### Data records
==*==
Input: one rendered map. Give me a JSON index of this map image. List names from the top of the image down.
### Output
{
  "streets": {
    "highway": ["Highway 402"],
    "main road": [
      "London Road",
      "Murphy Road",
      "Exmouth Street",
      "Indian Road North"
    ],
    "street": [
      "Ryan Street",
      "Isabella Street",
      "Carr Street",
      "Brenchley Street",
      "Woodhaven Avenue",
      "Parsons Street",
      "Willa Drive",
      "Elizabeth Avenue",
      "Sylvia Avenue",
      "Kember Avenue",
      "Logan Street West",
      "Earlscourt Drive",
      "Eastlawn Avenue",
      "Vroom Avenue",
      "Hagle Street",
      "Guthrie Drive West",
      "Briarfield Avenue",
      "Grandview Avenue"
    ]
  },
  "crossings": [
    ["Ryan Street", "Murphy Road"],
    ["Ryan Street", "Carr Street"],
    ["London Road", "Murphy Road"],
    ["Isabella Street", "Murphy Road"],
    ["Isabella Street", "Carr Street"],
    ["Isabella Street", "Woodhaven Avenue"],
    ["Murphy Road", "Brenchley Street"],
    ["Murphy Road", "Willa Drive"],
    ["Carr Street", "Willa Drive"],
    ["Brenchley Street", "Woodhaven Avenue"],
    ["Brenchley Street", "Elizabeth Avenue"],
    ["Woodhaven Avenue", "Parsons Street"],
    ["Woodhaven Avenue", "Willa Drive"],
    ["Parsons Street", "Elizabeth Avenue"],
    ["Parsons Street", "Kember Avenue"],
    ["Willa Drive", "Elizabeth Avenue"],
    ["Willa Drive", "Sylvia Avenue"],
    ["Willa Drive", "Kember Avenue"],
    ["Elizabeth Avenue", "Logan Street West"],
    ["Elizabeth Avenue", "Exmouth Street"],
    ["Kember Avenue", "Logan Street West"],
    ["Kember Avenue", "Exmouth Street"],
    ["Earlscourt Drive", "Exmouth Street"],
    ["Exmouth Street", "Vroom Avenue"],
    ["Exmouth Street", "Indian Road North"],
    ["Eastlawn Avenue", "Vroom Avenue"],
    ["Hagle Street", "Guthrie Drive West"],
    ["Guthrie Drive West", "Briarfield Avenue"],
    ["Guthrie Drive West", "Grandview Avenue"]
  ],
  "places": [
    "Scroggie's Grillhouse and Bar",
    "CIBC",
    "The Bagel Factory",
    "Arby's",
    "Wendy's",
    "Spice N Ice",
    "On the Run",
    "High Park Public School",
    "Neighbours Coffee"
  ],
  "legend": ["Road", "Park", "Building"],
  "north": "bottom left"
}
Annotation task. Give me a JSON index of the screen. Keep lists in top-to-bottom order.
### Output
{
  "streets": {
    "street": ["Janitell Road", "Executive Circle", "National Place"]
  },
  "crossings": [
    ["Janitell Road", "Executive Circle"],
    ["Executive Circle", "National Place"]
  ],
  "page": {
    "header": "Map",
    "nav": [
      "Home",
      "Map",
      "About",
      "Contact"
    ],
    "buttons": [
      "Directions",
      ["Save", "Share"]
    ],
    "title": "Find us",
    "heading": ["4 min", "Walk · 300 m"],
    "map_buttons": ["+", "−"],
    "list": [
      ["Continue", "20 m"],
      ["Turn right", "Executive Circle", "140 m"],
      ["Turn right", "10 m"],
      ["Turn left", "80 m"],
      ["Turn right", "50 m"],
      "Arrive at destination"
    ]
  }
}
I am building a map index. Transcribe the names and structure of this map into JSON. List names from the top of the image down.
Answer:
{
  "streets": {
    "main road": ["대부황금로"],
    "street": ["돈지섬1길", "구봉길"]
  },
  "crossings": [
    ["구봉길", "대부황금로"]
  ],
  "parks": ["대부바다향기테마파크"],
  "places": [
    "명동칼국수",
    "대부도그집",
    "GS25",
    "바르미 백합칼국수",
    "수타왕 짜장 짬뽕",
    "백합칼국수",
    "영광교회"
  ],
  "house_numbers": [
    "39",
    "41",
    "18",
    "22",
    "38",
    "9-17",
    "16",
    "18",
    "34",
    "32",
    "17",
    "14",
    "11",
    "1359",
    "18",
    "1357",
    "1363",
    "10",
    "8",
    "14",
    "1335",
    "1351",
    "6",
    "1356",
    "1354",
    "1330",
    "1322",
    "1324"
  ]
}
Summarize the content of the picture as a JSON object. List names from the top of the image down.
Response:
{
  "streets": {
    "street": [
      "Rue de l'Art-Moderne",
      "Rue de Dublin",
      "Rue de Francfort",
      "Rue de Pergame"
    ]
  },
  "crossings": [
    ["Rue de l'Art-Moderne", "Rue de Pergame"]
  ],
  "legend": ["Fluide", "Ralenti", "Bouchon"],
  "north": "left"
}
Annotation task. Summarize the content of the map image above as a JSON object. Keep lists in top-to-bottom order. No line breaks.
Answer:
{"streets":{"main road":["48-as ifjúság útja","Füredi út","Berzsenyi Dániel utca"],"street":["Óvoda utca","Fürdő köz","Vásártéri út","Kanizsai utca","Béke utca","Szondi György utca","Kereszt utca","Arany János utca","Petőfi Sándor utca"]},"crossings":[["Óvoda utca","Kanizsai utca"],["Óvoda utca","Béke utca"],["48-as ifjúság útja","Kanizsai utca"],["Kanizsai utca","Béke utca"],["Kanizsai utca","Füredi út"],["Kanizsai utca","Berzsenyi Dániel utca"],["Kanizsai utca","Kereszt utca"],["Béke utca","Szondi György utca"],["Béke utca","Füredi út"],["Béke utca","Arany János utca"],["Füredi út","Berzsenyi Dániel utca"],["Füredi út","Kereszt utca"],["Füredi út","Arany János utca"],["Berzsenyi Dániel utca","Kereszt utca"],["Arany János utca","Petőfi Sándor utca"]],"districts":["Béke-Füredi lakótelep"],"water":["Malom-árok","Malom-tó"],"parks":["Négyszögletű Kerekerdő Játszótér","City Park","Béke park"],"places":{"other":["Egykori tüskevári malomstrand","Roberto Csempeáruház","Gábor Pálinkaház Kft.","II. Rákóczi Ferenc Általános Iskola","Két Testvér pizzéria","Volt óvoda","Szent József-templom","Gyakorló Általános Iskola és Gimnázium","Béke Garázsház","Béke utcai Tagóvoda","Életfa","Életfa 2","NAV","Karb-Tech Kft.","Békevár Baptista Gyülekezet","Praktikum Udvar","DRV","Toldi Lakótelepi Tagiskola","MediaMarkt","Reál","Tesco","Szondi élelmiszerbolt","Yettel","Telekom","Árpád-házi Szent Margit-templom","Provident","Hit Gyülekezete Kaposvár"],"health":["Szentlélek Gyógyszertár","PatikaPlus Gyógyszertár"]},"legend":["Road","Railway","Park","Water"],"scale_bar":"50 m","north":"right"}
==*==
### WORK TO COMPLETE
Looking over the entries above, how many lines contain the string "parks"? State the number and nothing else.

### ANSWER BOX
2